The way I dressed had always been about practicality and comfort, without much thought for the figure beneath. Clothes were functional not really aesthetic. There were so many different clothes and styles that I thought I couldn’t wear because my boobs were too big, my belly was too big and my thighs were too big. Then one day, a friend at the time made a passing comment, not in a judgemental way, about how I should be more daring with the way I dressed. That I should show off my figure more and not to always be so practical. And something in me clicked. I wish I knew what it was. Perhaps it was all in the timing. By that time my confidence was coming from within, I realised that I didn’t want to pretend to be other people to be confident, that I was okay just being me but that didn’t mean that I had to give up a career in theatre. I began to experiment more with clothes and accessories. To bear my pale legs and what I thought were jiggly thunder thighs. To wear clothes that showed off my waist. Clothes became a joy and not just a cover up and boy did I learn to love to shop.
However of course at that point, I’d not faced one of the biggest demons for many people with body-confidence issues. The bikini.

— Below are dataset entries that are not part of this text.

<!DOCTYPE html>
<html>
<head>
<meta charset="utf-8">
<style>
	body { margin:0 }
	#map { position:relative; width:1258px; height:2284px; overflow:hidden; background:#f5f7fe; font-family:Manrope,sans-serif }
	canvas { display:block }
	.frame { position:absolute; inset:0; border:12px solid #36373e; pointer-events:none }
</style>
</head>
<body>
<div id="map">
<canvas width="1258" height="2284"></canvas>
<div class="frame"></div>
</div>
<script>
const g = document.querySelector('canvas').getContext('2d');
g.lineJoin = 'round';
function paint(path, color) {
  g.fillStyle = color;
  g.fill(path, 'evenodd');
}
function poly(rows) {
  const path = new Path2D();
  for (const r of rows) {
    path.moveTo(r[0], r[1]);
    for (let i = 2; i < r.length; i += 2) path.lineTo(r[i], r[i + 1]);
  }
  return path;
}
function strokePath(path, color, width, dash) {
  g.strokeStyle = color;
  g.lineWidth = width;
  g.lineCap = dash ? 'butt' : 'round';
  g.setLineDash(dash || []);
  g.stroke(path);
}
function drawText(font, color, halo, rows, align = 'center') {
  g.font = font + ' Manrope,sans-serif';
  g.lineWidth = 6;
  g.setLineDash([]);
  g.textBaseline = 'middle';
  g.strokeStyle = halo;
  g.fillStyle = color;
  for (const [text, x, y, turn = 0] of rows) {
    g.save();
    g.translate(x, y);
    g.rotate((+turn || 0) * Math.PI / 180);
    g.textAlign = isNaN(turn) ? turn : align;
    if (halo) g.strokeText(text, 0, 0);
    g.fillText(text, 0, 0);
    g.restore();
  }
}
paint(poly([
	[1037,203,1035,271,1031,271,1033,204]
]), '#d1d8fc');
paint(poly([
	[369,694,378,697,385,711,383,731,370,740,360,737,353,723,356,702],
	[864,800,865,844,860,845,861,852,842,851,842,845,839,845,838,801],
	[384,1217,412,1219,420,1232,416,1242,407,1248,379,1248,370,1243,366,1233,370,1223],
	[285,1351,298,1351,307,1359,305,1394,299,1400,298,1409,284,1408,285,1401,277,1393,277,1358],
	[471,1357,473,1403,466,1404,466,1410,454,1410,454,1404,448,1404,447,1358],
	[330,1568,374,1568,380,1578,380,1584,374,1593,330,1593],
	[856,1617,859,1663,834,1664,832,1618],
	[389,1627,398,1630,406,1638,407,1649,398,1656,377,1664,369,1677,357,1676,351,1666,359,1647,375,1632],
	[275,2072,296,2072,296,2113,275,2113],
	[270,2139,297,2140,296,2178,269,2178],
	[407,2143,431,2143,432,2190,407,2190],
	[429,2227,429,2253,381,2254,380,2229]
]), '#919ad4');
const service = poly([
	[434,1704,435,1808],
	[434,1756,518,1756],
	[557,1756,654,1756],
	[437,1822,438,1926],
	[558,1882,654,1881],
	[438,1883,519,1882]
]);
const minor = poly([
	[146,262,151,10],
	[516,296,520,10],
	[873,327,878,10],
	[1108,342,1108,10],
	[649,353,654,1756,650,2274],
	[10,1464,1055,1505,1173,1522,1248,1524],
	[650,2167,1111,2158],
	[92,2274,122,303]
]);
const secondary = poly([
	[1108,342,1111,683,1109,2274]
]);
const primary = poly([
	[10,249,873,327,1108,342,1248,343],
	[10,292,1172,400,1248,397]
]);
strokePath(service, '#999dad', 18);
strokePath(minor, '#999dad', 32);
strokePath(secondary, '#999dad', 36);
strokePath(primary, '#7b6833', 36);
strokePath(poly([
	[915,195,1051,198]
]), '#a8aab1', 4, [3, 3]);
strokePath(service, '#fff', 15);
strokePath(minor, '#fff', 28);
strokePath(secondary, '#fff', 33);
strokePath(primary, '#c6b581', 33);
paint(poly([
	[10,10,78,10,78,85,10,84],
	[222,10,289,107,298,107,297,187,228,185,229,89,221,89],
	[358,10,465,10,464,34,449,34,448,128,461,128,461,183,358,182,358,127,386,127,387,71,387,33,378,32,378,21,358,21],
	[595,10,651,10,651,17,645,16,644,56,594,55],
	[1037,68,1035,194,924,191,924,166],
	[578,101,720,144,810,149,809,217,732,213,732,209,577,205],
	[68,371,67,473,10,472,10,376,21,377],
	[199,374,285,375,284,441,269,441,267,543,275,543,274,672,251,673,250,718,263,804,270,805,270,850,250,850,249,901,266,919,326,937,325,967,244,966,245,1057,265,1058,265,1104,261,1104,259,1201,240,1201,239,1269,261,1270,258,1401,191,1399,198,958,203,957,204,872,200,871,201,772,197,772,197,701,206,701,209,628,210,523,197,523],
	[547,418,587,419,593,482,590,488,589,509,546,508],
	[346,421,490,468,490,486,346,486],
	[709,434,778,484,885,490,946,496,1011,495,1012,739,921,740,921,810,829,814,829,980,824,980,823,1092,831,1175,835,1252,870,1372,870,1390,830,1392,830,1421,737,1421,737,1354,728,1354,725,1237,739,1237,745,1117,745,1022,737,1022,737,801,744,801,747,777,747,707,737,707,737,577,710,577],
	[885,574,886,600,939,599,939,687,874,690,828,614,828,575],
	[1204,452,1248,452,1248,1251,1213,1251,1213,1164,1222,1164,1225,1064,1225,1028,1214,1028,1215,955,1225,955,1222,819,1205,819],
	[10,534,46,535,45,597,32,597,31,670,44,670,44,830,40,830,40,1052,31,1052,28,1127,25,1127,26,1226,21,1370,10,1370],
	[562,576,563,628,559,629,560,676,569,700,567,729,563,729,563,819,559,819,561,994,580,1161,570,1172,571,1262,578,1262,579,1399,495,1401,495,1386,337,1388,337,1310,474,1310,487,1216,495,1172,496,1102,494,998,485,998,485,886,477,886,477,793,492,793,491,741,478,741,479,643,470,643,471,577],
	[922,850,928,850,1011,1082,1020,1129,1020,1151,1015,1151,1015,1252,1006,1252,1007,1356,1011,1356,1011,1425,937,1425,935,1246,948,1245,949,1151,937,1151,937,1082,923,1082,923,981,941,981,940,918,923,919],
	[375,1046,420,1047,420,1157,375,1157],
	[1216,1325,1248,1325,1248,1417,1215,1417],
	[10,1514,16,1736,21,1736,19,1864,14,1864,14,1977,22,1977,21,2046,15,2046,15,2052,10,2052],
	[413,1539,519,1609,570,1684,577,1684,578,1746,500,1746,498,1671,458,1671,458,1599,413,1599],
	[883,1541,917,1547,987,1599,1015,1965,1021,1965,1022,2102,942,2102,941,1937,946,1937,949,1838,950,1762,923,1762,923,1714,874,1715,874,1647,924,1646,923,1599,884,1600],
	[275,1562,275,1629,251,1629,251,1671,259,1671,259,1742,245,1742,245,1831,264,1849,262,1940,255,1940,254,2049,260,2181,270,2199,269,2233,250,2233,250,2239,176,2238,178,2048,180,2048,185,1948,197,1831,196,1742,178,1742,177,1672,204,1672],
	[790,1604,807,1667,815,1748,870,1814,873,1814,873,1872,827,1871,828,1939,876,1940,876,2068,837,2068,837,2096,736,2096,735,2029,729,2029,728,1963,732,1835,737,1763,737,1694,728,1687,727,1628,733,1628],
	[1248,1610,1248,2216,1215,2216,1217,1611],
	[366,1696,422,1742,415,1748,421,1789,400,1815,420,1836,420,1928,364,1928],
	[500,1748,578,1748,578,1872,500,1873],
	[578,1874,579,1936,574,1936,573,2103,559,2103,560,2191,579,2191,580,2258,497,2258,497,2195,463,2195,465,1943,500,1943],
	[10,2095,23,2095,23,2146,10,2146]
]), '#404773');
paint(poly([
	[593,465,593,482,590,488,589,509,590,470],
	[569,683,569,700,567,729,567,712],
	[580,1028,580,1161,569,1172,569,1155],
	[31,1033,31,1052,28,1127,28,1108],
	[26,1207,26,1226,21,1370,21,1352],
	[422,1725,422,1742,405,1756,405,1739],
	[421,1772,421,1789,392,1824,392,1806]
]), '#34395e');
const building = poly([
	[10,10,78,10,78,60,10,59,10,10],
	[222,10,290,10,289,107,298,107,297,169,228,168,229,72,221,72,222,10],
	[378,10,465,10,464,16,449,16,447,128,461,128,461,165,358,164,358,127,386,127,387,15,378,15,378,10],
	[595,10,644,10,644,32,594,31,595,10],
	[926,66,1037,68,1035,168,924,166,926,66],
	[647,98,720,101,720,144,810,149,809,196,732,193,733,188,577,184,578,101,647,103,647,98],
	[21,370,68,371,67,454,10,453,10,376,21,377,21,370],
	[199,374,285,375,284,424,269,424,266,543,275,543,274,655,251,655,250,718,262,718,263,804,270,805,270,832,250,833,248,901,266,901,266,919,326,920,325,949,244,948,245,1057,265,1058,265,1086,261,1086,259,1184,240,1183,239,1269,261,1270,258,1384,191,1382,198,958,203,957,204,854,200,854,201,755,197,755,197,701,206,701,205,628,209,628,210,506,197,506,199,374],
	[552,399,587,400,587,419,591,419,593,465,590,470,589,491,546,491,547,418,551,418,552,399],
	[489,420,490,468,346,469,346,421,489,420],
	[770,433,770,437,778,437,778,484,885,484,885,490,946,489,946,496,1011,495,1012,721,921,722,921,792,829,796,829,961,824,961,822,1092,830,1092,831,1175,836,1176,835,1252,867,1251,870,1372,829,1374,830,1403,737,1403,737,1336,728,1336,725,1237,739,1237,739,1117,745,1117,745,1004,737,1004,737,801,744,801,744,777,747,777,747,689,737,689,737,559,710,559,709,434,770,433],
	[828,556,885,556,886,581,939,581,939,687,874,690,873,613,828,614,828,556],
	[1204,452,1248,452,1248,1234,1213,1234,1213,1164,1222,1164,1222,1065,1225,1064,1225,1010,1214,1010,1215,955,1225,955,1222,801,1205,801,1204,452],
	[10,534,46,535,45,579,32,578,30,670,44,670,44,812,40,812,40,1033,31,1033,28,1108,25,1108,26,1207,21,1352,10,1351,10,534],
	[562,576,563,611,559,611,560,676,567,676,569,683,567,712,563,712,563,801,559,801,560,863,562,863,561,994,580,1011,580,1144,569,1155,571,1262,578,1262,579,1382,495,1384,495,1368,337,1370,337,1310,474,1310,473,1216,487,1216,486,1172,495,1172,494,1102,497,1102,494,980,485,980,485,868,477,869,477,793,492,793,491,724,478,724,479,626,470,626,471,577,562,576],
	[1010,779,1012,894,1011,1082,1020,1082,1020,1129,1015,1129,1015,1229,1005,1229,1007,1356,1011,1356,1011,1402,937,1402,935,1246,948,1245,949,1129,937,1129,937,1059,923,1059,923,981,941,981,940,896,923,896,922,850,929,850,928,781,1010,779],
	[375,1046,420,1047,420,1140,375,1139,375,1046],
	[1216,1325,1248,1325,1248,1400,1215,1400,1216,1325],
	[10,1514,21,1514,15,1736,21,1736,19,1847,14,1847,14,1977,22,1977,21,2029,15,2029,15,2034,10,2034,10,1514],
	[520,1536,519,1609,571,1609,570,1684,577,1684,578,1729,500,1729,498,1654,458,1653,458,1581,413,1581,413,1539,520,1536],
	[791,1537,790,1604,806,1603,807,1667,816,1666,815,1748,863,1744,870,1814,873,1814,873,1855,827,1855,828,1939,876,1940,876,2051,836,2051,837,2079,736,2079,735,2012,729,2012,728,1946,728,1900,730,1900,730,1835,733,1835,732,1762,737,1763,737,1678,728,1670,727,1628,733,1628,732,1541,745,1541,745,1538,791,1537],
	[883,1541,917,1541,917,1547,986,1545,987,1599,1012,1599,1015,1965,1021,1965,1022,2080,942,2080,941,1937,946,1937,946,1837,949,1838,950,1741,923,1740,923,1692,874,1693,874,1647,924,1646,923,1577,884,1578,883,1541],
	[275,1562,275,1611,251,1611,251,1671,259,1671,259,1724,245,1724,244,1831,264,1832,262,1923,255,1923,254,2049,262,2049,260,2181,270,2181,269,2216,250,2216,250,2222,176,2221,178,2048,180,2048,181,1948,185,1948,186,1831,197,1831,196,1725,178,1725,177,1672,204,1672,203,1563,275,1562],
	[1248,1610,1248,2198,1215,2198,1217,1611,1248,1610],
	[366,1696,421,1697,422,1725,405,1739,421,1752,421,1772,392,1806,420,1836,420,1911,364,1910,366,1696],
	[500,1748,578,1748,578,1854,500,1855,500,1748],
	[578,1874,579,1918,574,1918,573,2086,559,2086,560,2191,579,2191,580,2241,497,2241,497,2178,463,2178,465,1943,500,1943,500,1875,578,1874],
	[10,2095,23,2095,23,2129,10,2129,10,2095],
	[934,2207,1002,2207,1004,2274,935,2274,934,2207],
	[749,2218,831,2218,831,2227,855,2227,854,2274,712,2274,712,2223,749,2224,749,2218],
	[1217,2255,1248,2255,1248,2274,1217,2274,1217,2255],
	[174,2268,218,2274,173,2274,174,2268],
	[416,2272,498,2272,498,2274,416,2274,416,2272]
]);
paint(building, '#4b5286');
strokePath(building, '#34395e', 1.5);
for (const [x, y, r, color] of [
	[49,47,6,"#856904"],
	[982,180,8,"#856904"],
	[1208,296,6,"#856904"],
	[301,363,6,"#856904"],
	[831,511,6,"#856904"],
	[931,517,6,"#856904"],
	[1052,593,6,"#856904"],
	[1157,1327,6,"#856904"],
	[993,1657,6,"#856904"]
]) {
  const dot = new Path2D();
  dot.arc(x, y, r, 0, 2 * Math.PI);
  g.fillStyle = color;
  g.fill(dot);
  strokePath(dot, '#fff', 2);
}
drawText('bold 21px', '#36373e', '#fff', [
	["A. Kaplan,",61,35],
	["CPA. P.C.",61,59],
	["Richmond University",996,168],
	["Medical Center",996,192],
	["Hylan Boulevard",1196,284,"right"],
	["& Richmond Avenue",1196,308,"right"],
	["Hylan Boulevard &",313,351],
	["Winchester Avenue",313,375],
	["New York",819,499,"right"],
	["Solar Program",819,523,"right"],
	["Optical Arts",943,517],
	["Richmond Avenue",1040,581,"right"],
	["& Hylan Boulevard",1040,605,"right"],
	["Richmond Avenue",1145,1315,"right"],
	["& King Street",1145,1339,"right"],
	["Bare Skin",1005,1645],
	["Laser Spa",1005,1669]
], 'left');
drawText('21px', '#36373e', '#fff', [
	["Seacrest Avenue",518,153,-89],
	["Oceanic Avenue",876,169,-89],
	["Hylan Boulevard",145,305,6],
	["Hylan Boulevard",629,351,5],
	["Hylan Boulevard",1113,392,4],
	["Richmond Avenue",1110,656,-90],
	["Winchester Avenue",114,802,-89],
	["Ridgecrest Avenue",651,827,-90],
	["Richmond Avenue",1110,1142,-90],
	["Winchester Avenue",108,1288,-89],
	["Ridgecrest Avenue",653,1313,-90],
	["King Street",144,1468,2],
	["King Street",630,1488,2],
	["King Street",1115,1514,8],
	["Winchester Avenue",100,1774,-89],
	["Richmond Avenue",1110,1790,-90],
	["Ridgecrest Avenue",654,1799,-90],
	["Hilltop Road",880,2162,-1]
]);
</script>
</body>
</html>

Or any kind of swimwear for that matter. I’d not been on a beach holiday in years so it was not an issue. However, when I became unwell my parents took me away on holiday so that I wasn’t left alone and in the hope of giving my body the relaxation and time out it needed and one of my first thoughts was “but I don’t have any swimwear.”
That was soon rectified. I decided to apply the same principal to bikini shopping as I did to clothes shopping. To buy ones that I liked the look of and would be a joy to wear. If I was going to bare my belly it might as well be in a nice print. And most importantly that it fit me well. When it came to thinking about having to bear my belly I told myself “to just go for it and besides no one would be looking and if they took issue that was more their problem than mine.” Besides, I had far bigger concerns to worry about.
But let me tell you it was such a liberating feeling and it was refreshing to look at photos of myself with so much flesh on display and to not absolutely hate them.
On that holiday the realisation really set in that my illness was about to take a lot from me and I had no idea what my future would look like. It was like something within me clicked. Like I knew that no matter what I had my own back. That my body could throw whatever my way but I’d be okay and would look after my mental health as best I could.
No amount of hating, or loving for that matter, my body is going to make it ‘perform’ better as a body. I cannot rely on what my body can do in order to feel good about it because that way I’m on the losing side.
So I choose to give myself a break, stop hating my body for reasons beyond my control. It’s not my fault, it’s not my body’s fault, it just is. You only get one body and one mind and no matter what life throws at you and alters them, you can either be with them or against them. You have to nurture them and to create some semblance of peace for your own good.
Of course, this is just my story and it will continue to evolve over time. And what worked for me might not work for you. But just remember you deserve to feel self-worth and you’ll look fab in that bikini.